What to produce: List each line of the data that holds the word "none".
* * *
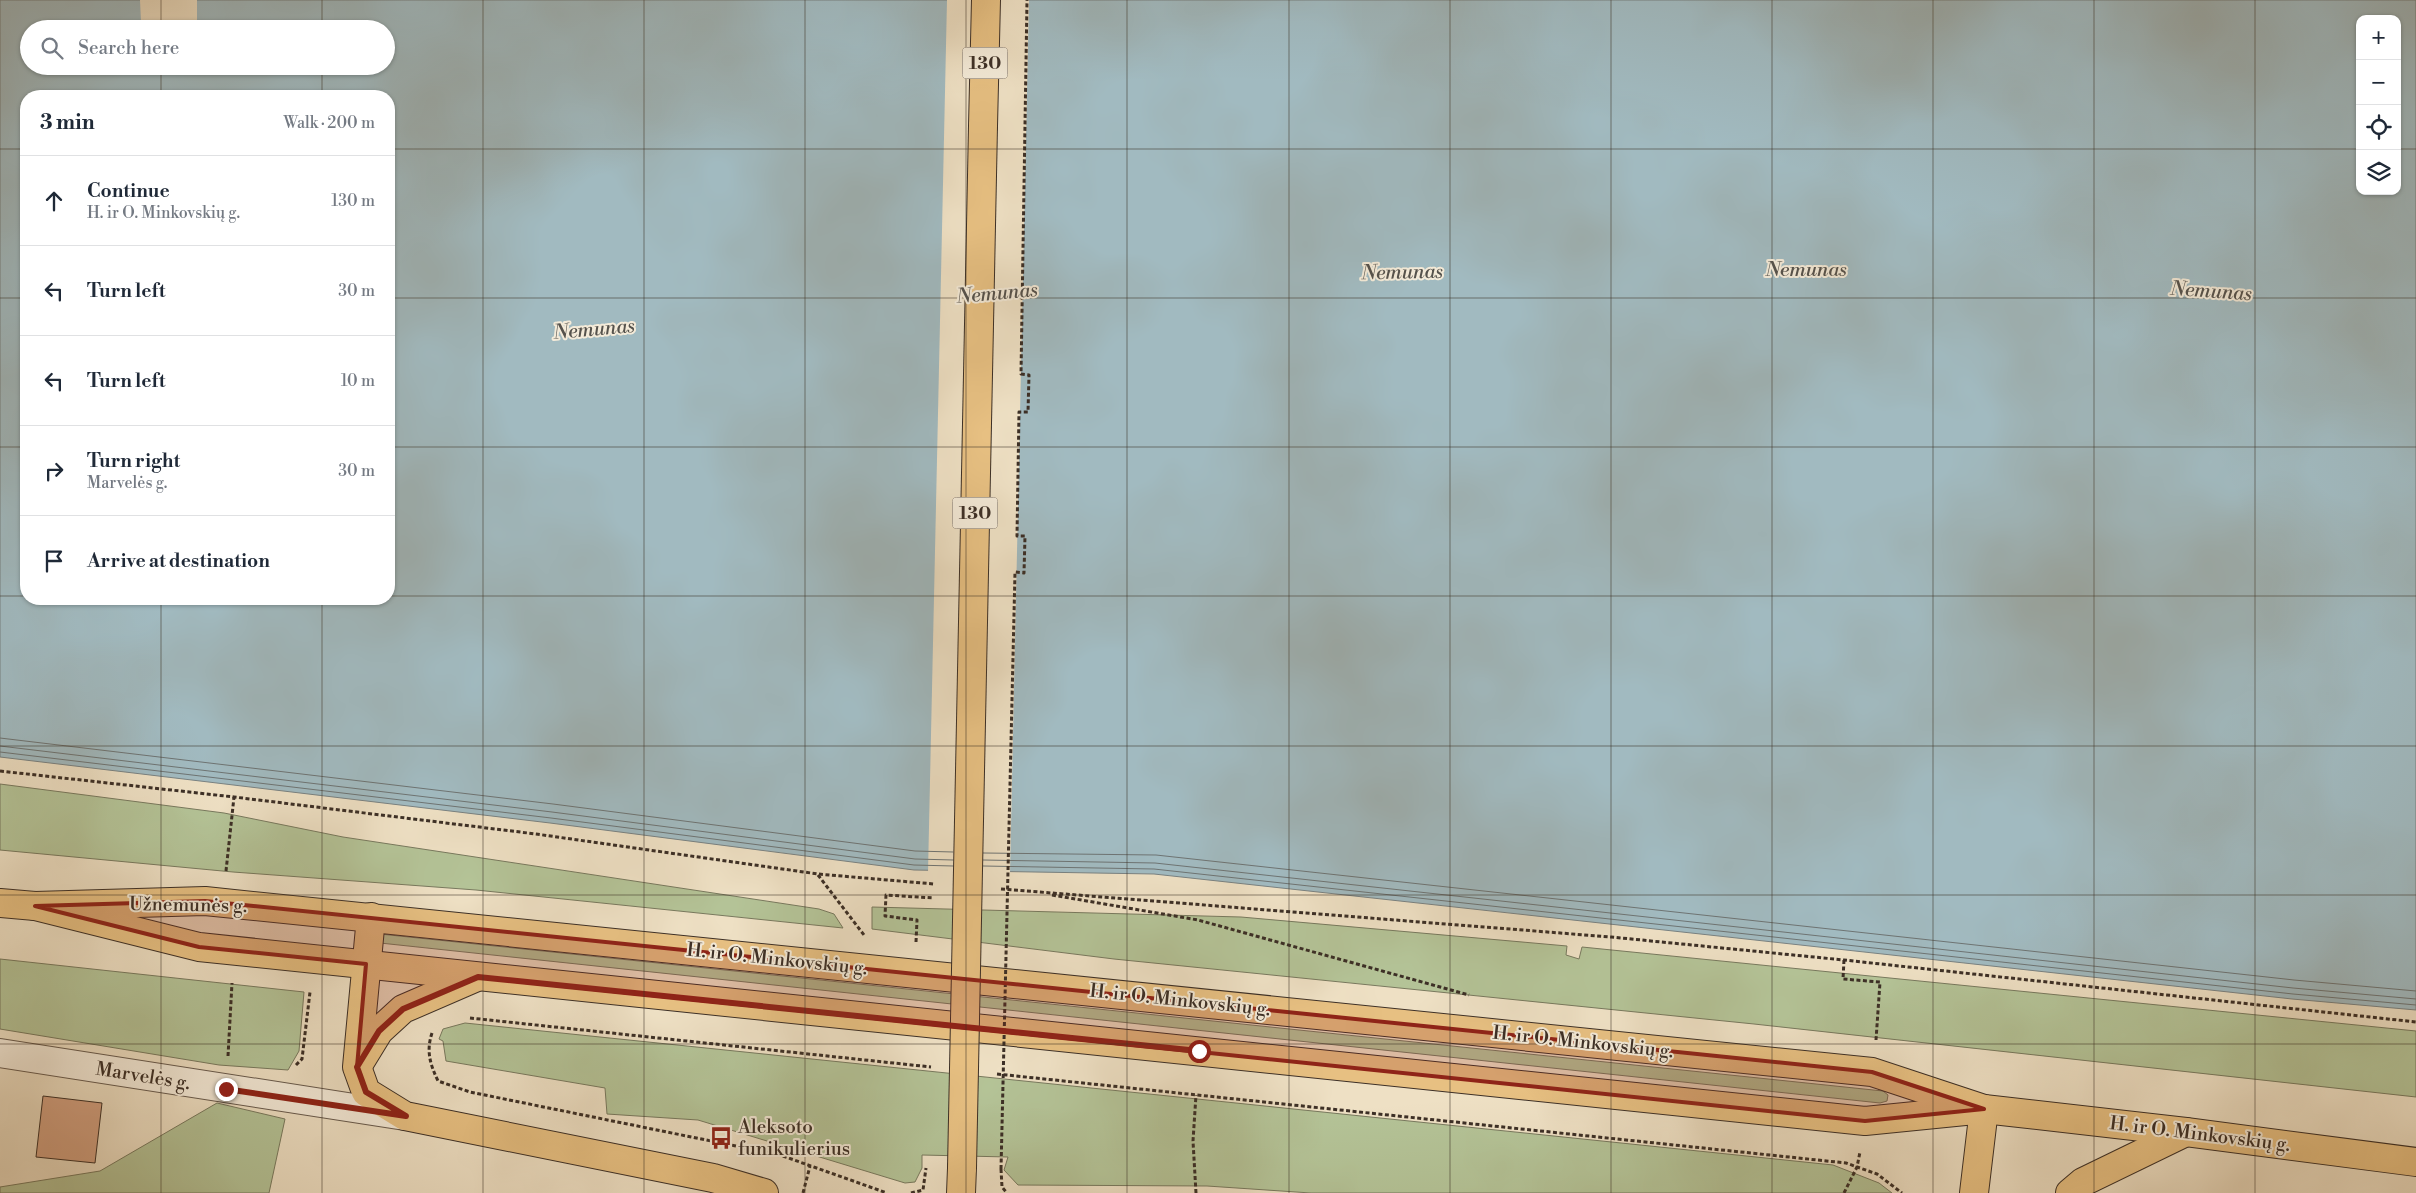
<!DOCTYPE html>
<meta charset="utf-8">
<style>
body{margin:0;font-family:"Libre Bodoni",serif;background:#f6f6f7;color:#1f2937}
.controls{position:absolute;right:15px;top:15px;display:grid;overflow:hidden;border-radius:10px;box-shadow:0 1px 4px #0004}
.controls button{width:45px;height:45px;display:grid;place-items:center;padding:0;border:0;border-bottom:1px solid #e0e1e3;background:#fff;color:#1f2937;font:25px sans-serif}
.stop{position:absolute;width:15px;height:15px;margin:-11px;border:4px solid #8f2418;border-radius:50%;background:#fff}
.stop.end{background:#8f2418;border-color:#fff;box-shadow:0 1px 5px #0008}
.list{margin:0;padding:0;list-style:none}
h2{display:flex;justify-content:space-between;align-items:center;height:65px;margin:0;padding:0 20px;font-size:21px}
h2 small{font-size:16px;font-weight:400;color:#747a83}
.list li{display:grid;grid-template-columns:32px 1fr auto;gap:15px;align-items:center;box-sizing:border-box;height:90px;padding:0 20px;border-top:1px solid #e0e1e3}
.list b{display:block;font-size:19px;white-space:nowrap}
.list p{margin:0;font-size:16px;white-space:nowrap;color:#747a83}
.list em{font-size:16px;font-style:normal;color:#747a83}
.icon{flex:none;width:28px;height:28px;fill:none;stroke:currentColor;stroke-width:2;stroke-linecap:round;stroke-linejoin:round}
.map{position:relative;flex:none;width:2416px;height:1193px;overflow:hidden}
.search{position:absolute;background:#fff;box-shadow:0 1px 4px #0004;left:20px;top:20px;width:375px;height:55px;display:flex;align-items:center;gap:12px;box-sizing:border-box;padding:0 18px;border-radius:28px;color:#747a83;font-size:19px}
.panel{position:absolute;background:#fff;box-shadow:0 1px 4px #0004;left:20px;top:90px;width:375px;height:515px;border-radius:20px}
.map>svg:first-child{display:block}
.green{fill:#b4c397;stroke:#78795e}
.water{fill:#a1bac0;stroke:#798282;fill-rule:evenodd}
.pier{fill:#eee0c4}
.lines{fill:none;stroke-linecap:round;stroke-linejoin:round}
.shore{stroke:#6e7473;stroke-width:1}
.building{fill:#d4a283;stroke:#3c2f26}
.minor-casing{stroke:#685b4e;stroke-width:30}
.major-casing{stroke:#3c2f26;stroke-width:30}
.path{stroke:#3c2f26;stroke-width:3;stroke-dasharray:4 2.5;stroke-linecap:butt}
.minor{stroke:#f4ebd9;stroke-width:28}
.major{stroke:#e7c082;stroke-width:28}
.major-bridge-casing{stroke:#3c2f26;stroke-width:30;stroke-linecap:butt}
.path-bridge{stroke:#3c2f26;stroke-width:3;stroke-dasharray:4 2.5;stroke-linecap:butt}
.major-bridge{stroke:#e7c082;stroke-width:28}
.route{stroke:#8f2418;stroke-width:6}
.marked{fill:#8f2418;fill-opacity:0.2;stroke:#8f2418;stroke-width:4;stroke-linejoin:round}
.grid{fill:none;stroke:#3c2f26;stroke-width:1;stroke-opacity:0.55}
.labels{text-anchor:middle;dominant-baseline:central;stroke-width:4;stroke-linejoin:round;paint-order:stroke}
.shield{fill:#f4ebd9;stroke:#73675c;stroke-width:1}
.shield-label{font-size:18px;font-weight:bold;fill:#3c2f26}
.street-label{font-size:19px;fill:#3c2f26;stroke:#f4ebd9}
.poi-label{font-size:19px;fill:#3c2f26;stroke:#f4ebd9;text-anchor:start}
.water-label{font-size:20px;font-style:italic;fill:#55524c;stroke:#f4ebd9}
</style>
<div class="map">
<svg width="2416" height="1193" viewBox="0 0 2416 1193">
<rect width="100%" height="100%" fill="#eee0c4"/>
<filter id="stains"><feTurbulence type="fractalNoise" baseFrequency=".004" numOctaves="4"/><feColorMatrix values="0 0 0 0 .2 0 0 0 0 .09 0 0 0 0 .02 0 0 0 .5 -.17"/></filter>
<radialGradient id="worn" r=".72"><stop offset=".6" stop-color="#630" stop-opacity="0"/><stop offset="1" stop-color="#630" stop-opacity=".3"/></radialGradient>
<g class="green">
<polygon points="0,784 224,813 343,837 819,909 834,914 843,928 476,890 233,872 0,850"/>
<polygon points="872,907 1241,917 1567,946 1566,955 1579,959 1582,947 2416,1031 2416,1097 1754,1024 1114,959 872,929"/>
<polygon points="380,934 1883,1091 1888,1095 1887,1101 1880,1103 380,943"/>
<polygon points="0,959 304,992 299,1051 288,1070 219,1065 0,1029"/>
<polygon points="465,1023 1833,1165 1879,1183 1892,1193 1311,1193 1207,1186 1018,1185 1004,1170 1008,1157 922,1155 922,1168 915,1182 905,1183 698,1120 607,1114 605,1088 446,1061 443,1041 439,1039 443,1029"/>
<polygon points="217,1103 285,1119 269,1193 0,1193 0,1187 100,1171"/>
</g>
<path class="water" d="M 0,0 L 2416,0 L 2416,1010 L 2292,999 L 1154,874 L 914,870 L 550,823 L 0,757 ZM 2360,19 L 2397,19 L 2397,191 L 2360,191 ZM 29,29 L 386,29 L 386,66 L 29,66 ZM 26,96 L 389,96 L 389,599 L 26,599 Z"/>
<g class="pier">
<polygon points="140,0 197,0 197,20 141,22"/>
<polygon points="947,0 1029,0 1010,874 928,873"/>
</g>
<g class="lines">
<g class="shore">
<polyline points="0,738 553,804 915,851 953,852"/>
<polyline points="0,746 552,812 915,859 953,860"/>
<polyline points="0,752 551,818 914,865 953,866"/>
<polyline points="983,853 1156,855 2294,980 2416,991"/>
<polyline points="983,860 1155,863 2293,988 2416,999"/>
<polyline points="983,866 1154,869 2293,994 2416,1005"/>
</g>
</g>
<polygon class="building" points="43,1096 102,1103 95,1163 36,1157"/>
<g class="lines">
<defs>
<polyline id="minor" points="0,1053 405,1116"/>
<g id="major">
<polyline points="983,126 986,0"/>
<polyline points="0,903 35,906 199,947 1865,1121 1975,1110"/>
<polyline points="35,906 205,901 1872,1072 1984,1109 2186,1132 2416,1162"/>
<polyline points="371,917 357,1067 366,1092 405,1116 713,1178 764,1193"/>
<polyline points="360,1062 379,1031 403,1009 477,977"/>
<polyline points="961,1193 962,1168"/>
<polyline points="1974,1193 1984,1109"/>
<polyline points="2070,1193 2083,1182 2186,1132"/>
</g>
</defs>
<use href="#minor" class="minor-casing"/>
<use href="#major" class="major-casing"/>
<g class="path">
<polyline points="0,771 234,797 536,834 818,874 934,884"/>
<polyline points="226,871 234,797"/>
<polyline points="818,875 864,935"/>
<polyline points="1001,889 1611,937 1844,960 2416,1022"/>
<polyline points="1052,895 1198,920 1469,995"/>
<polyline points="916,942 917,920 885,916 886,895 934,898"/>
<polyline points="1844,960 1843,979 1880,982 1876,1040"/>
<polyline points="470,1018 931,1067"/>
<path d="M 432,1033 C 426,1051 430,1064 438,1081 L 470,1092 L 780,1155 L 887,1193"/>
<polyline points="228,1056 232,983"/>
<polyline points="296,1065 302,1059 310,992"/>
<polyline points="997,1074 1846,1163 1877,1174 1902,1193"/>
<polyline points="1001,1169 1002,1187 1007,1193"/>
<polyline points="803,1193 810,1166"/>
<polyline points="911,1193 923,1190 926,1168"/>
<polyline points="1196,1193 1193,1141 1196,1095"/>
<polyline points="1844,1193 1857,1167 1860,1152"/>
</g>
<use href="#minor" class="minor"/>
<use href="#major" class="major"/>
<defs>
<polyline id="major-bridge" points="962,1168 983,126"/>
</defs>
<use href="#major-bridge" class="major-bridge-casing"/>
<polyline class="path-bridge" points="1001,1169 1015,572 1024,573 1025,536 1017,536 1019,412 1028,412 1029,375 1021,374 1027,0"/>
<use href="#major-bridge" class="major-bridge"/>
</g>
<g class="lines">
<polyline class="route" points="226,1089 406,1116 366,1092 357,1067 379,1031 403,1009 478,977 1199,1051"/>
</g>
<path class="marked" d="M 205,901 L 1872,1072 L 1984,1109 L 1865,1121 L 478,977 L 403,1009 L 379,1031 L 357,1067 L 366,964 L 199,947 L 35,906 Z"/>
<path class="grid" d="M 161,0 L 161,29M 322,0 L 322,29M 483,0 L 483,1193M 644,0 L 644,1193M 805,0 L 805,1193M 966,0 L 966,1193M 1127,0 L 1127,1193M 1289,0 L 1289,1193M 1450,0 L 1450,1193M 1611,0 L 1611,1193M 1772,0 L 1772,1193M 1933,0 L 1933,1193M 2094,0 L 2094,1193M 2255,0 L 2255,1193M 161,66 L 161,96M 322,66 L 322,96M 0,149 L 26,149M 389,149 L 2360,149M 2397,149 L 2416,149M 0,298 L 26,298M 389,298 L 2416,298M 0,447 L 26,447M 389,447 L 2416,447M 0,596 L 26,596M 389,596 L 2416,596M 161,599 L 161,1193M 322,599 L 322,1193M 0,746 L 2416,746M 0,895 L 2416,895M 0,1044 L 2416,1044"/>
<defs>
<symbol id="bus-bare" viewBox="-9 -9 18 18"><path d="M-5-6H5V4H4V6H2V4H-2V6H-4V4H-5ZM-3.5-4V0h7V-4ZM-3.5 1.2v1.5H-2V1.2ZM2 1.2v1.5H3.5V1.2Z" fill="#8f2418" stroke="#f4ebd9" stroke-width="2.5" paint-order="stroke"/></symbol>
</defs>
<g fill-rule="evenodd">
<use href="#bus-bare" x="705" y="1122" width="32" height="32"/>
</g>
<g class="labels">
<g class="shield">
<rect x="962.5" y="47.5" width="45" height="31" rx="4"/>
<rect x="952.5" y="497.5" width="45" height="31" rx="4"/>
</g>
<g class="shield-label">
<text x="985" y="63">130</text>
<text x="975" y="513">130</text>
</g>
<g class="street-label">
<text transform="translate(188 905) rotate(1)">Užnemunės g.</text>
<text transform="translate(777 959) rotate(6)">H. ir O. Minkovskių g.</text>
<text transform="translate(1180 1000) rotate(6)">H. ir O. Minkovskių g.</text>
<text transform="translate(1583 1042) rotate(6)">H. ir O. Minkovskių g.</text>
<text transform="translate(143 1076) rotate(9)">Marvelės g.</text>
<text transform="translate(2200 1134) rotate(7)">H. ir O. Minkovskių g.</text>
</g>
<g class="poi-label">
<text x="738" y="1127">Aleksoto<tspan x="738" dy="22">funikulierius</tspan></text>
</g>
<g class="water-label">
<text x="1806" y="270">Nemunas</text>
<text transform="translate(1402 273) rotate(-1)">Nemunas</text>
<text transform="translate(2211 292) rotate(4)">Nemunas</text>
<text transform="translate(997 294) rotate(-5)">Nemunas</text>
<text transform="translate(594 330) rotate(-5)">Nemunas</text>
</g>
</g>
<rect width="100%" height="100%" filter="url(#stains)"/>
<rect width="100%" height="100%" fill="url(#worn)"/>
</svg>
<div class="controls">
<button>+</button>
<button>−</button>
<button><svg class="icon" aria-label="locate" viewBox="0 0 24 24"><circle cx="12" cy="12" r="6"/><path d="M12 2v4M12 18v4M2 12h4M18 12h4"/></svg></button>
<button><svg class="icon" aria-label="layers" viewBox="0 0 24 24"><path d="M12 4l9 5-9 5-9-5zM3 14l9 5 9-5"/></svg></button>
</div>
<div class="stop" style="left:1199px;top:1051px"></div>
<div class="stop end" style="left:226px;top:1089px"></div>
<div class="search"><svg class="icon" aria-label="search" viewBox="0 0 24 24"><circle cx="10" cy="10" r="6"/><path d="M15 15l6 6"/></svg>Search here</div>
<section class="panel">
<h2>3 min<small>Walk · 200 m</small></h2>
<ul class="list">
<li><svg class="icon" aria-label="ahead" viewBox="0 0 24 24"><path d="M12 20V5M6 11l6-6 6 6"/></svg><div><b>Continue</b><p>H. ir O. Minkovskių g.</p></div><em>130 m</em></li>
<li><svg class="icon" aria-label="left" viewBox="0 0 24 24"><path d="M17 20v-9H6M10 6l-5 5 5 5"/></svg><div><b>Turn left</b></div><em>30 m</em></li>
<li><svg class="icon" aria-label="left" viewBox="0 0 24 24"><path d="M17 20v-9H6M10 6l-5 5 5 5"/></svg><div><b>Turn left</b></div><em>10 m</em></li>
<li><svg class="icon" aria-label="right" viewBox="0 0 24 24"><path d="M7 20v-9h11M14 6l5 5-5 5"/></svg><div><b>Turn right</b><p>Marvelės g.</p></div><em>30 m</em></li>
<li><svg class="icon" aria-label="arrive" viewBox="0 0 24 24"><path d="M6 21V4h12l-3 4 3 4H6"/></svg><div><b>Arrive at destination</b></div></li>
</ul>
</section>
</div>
* * *
Your response:
.list{margin:0;padding:0;list-style:none}
.icon{flex:none;width:28px;height:28px;fill:none;stroke:currentColor;stroke-width:2;stroke-linecap:round;stroke-linejoin:round}
.map{position:relative;flex:none;width:2416px;height:1193px;overflow:hidden}
.lines{fill:none;stroke-linecap:round;stroke-linejoin:round}
.grid{fill:none;stroke:#3c2f26;stroke-width:1;stroke-opacity:0.55}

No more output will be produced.